- _Dataset section_:

··········

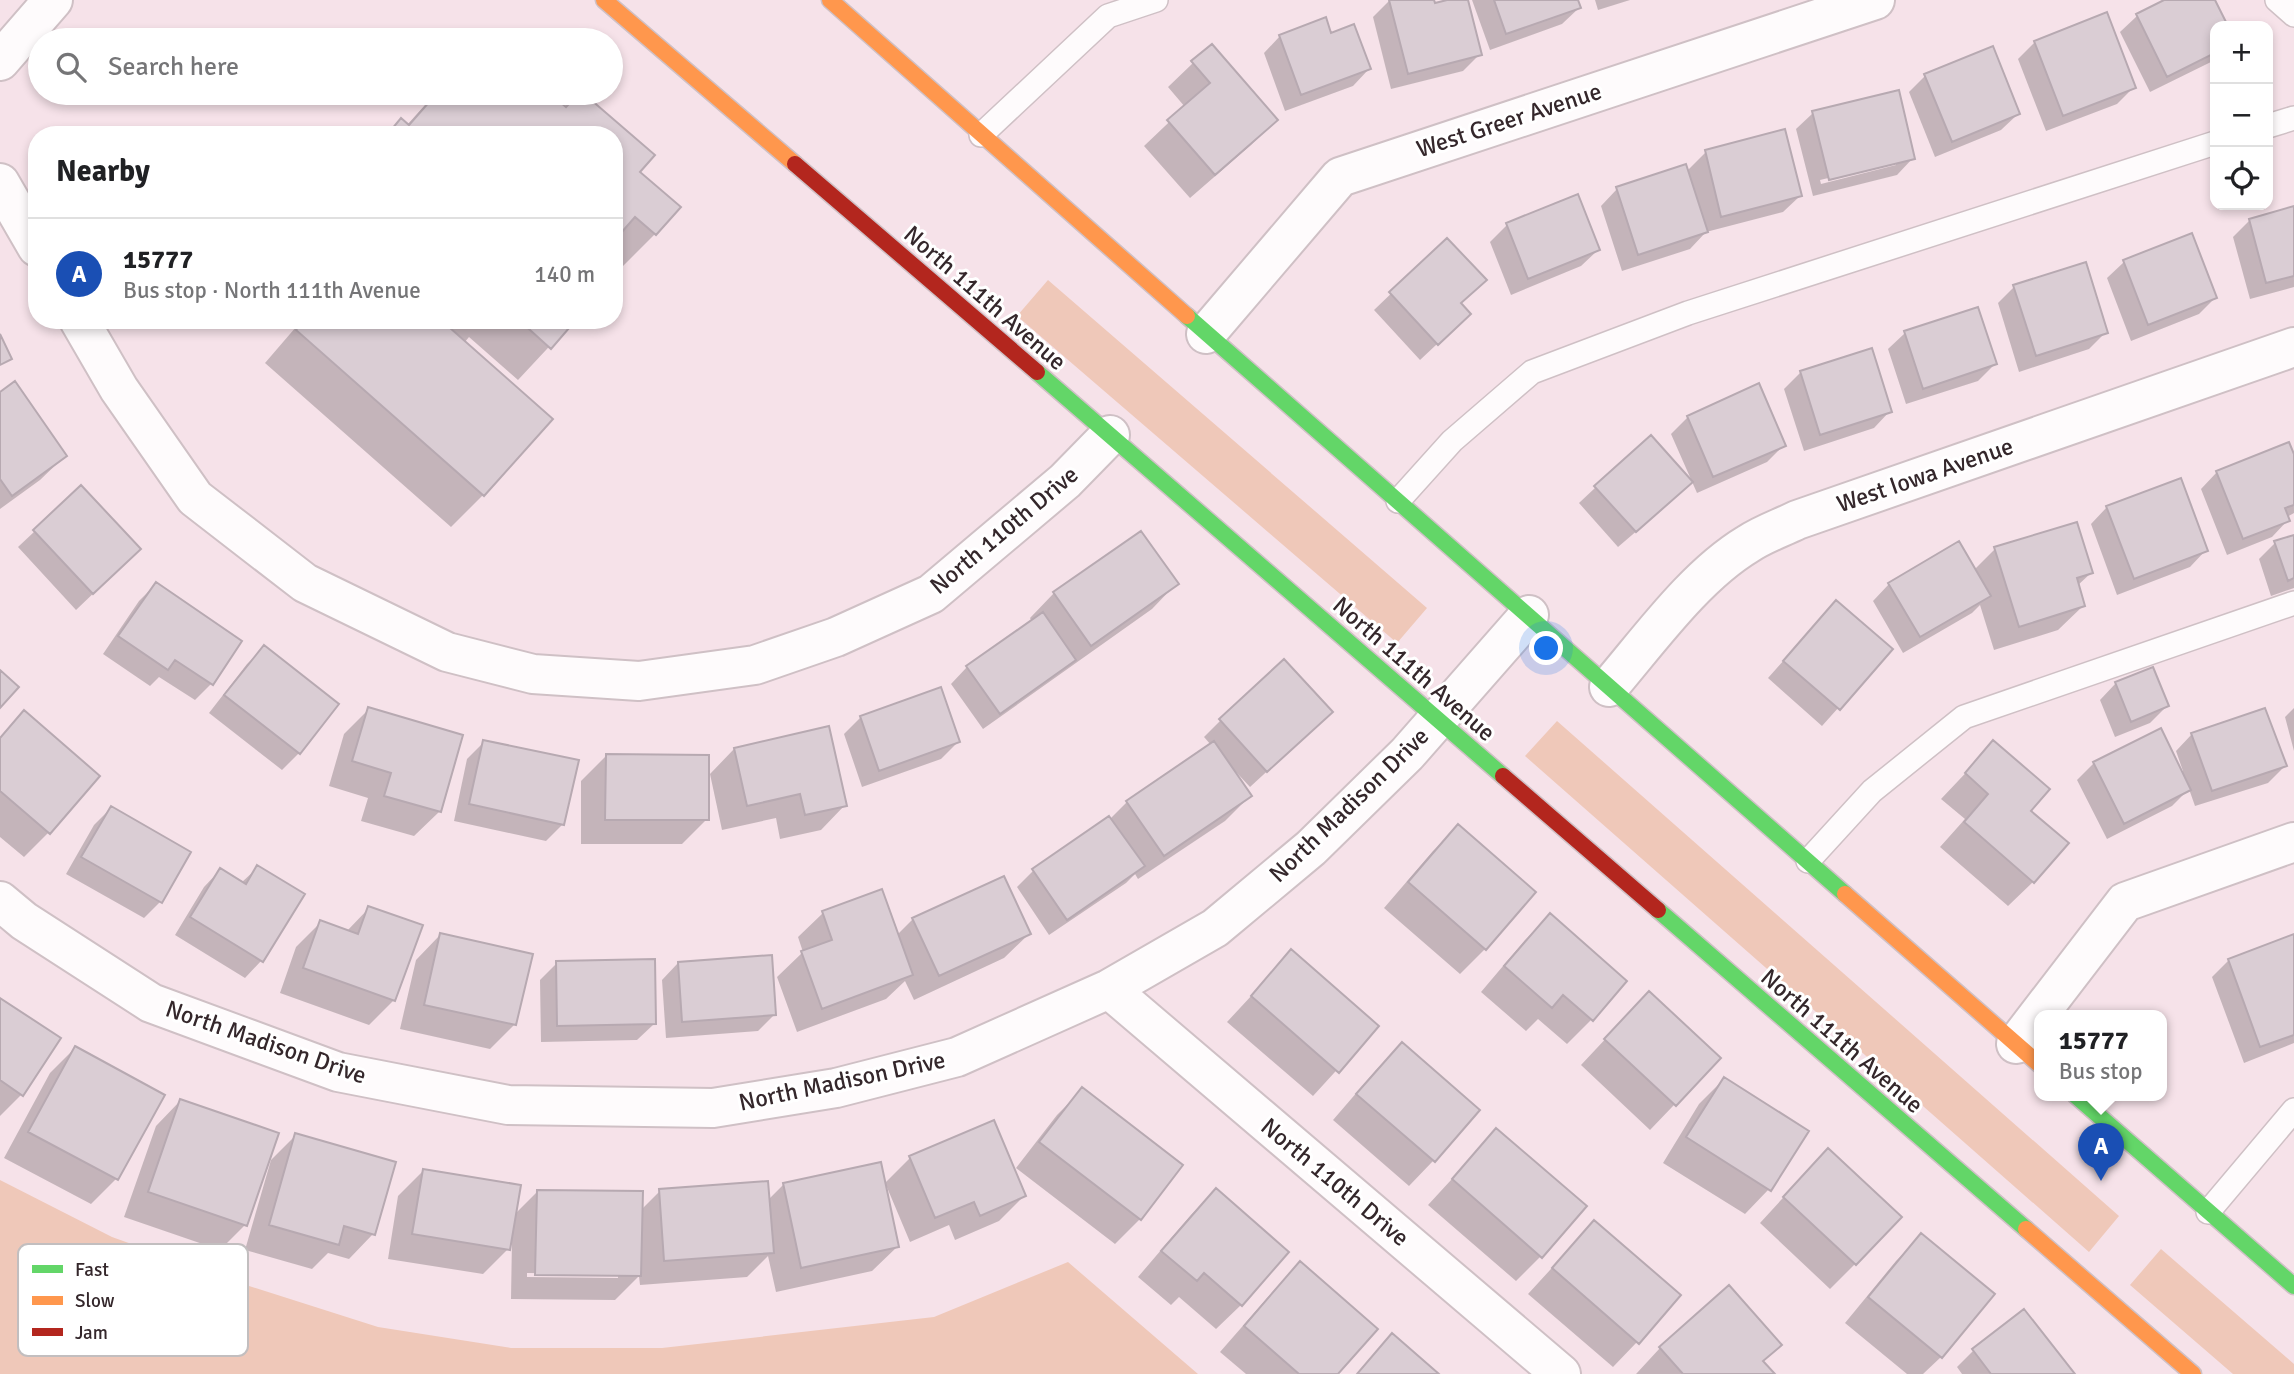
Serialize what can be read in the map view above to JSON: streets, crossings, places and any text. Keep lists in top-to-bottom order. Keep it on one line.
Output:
{"streets":{"street":["West Greer Avenue","North 111th Avenue","West Iowa Avenue","North 110th Drive","North Madison Drive"]},"crossings":[["North 111th Avenue","North 110th Drive"],["North 111th Avenue","North Madison Drive"],["North 110th Drive","North Madison Drive"]],"legend":["Fast","Slow","Jam"],"page":{"map_buttons":["+","−"],"search":"Search here","heading":"Nearby","list":[{"mark":"A","name":"15777","note":"Bus stop · North 111th Avenue","value":"140 m"}],"popup":["15777","Bus stop"],"pins":"A"}}
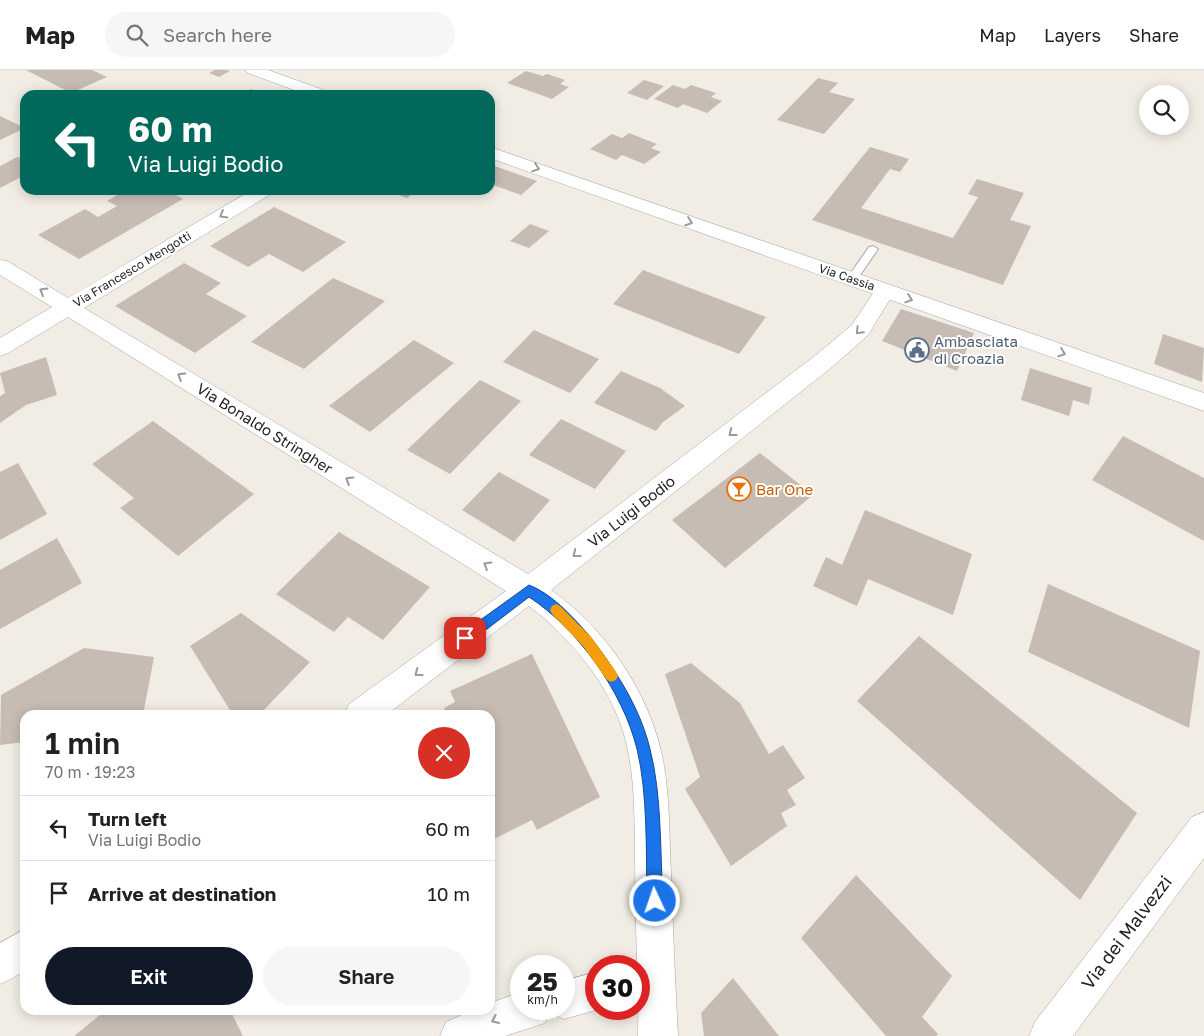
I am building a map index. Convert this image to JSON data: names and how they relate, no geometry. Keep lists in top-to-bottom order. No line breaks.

··········

- _Task statement_:
Report every line of the data in which "JSON" appears.

- _Response_:
Serialize what can be read in the map view above to JSON: streets, crossings, places and any text. Keep lists in top-to-bottom order. Keep it on one line.
I am building a map index. Convert this image to JSON data: names and how they relate, no geometry. Keep lists in top-to-bottom order. No line breaks.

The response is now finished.